Friday, June 12, 2015

An actress steps through the looking glass


En route to Zurich, where she’s to accept an award in his honour, Maria Enders (Juliette Binoche) learns that her old mentor, the reclusive Swiss playwright Wilhelm Melchior, has died. Delivered bluntly to Maria by Val (Kristen Stewart), her personal assistant, a resourceful young American, the news contributes to the growing sense of things ending for Maria, or at least transitioning into something else. Maria is in the midst of a messy divorce. Despite the obvious incentives, she’s declining to reprise her role in a super hero movie. She may or may not be accepting a role in a London revival of Maloja Snake, the Melchoir play that made her famous, except that when she first did the play 25 years ago she was the young seductress; this time around she’s to play the opposing role, that of the middle-aged business woman seduced and shattered by the younger woman, who would now be played by ostensibly talented celebrity train wreck Jo-Ann (Chloë Grace Moretz). The high-concept casting is tantalizing, and the director is said to be brilliant, but Maria feels vulnerable. She’s tampering with her legacy, acknowledging her age in a viciously age-phobic industry, stepping through the looking glass.


Which is not so different from what Binoche is doing by playing Maria, a character very close to Binoche, written specifically for Binoche by writer/director Olivier Assayas, with whom the actress worked on 2008’s exquisite Summer Hours. Clouds of Sils Maria brims with such slippage, between real life and the movies, between the play Maria is working up the courage to act in and the fraught dynamic between Maria and Val, who retreat to Melchoir’s home in the spectacular, mountainous Sils Maria to run lines and debate the underlying values in conflict in the play. Is it better to be young and arrogant or mature and wise? Certain elements of Clouds recall Ingmar Bergman’s Persona—the borrowed country home, the imperious actress and the fresh-faced helper in psychic face-off—while Maloja Snake is itself inspired by Fassbinder’s The Bitter Tears of Petra von Kant. These touchstones, like Binoche and her own stature as a star, are just some of the things hovering in our shared culture that Assayas is responding to and sculpting into something unique, arresting and ultimately haunting. The film is so rife of gestures, ideas, events, subtle little moments in which something suddenly changes. I first saw it nine months ago and it lingered in my memory as an uncontainable thing. I just watched it for the second time and had that peculiar experience of revisiting a film and remembering that films unfold one scene at a time.

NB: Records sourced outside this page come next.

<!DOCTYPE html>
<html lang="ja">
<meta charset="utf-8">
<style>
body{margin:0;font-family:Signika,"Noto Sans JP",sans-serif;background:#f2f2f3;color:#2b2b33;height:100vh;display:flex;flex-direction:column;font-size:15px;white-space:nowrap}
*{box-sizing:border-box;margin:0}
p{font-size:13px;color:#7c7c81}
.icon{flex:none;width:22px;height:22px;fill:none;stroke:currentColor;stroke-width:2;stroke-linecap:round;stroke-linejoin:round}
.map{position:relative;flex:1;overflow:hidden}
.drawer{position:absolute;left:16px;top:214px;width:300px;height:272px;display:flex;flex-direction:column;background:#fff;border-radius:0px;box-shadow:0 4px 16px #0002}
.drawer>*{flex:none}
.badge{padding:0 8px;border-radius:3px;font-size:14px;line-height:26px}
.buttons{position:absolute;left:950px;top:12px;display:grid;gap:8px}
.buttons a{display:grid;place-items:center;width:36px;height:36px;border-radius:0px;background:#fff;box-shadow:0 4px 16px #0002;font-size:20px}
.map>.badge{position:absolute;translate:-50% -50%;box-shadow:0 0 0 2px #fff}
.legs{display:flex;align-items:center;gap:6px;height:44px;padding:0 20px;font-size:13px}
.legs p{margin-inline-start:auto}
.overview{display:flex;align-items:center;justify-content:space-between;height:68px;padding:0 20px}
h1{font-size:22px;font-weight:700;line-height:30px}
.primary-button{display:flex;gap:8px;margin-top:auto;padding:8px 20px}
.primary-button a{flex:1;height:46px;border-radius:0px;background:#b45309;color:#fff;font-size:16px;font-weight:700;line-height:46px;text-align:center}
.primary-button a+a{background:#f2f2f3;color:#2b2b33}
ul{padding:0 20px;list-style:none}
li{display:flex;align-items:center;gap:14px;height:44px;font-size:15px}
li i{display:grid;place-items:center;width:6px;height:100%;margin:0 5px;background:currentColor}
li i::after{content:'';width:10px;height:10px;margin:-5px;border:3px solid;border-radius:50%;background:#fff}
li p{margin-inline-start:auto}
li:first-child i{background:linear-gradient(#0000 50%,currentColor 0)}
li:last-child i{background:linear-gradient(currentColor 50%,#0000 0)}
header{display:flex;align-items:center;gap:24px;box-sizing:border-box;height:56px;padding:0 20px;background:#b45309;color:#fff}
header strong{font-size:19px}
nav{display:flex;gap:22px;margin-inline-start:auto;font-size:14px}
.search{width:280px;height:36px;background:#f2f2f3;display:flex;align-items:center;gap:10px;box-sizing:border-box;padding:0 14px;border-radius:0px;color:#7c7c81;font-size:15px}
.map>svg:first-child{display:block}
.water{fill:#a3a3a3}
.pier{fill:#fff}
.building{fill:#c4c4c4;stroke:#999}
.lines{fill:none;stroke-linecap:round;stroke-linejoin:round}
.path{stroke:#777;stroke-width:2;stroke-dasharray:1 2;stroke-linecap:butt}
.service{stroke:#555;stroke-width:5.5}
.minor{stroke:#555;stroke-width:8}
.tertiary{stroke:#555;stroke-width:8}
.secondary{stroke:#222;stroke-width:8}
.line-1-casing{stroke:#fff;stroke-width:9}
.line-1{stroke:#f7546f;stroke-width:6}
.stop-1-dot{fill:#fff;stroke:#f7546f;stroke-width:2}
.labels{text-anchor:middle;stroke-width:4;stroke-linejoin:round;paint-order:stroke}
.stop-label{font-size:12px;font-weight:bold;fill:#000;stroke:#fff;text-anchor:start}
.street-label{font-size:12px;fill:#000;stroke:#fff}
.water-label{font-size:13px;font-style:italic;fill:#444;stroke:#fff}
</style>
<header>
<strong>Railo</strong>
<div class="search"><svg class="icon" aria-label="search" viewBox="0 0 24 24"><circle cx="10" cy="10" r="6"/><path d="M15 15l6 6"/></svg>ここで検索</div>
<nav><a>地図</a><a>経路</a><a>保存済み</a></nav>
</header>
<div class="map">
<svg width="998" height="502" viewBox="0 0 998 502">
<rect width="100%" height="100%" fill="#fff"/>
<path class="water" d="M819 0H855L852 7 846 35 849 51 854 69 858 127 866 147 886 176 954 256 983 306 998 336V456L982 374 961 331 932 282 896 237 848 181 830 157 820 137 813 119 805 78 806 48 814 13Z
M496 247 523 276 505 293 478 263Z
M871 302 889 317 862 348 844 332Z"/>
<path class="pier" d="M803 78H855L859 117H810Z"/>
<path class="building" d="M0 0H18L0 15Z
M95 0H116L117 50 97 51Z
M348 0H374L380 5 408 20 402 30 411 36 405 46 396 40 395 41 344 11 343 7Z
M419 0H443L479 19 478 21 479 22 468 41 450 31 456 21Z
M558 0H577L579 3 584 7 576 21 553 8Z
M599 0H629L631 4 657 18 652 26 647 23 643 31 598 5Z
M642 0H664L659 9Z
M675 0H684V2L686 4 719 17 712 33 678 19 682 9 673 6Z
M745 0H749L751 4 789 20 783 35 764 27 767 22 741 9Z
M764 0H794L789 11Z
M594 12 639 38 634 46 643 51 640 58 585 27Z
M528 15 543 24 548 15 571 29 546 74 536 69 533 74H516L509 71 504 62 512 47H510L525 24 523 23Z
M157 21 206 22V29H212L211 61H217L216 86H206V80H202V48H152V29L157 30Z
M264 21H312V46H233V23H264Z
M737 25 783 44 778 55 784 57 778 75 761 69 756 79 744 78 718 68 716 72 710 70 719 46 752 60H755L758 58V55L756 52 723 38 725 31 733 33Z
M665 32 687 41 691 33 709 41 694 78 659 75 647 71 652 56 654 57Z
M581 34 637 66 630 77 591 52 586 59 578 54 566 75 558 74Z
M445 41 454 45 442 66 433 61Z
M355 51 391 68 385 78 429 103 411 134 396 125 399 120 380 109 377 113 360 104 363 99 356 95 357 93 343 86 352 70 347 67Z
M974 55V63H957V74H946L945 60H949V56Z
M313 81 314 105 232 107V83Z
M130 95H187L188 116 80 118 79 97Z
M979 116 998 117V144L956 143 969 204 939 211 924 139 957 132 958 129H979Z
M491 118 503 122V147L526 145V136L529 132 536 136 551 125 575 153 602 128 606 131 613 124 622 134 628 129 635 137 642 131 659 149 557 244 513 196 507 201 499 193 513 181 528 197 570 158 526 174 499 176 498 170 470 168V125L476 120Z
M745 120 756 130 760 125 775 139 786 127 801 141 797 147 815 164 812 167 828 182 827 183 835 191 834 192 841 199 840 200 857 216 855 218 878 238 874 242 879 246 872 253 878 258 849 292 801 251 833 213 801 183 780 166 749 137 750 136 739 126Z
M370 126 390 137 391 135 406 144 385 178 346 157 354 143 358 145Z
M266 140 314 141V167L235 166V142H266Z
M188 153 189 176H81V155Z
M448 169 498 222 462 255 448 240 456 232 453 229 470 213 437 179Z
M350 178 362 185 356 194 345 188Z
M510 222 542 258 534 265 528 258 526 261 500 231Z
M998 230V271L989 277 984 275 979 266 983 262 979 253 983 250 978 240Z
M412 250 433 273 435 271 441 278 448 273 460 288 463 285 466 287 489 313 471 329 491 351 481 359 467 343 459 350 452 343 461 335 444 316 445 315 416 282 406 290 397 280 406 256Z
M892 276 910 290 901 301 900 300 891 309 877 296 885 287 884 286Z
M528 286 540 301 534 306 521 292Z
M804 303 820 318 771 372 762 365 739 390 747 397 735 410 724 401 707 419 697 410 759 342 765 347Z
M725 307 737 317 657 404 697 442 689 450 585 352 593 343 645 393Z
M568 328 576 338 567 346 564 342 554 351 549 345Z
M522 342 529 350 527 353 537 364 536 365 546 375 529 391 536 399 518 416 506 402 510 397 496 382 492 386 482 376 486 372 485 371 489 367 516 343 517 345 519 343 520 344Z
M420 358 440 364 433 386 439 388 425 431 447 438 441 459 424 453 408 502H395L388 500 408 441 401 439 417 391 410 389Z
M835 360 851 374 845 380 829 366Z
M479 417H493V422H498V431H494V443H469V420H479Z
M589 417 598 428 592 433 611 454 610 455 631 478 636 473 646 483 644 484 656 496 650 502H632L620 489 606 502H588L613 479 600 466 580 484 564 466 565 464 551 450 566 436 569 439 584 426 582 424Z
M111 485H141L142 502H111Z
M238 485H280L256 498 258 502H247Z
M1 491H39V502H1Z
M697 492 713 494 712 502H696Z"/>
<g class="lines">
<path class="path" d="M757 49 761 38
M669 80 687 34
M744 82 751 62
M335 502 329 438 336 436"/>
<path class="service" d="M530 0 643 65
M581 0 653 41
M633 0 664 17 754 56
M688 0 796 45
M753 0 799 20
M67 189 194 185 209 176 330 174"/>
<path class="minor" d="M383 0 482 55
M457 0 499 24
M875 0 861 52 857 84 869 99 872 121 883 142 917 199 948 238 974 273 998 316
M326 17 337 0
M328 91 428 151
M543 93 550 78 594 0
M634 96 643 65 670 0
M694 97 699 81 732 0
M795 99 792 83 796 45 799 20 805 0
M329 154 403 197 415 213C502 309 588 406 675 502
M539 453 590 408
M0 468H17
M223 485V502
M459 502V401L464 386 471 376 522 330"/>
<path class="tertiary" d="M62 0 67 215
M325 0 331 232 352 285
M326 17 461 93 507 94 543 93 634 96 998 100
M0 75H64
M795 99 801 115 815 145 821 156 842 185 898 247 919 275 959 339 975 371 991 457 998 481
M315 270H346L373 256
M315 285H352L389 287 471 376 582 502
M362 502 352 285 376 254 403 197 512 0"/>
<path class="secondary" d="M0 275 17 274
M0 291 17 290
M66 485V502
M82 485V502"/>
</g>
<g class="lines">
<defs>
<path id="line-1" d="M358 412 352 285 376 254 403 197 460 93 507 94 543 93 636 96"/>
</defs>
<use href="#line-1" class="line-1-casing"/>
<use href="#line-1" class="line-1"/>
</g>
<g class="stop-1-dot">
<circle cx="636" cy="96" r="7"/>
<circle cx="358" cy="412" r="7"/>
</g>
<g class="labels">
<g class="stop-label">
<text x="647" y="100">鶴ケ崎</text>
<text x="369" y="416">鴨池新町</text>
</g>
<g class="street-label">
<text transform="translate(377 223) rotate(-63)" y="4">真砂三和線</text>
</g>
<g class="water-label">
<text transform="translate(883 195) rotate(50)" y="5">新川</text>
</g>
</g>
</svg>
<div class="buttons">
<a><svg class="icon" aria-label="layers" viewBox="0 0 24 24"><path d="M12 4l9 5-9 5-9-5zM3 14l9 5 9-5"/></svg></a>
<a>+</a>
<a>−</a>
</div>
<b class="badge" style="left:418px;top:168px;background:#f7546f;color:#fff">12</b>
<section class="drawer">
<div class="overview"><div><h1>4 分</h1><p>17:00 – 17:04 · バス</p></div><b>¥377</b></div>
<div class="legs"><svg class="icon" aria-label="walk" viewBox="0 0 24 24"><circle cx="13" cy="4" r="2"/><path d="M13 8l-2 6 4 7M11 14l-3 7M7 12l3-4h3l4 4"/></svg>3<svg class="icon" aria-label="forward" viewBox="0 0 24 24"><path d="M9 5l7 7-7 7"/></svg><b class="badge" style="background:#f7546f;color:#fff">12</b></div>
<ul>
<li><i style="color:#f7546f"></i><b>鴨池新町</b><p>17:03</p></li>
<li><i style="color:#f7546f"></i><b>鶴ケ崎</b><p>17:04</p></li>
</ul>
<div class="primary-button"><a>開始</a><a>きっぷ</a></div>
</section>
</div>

While retaining a rawness, post-Twilight Stewart gives a far more crafted performance as Val than in anything I’d seen her do—the twitching and fidgeting has been reduced to a minimum. Moretz too seems to be adopting another, more intriguing register with Assayas and company. Jo-Ann spills over with faux-stoned bad girl affectations when Maria watches her on trash TV shows, only to transform into a young artist longing to reinvent herself when she and Maria finally meet. Binoche is as inventive, bold, playful and as adverse to the slightest falsity as she’s ever been. Her Maria is mercurial, capable of exploding into withering laughter, aware of her power while also aware that her powers could fail her any moment. In the film’s first part she’s the epitome of glamour; in the second and third she cuts her hair and scrubs her face clean. She looks her age, I guess, with a new nakedness, as if to say, If I’m going to be the older woman, let’s get this over with. She’s also radiant, as I imagine she always will be. But radiance quiets with time, and the film’s final, quietly brutal scene leaves Maria in a place similar to its first scenes: we see a woman on the move, between things, figuring out what to do next, and how best to survive the journey.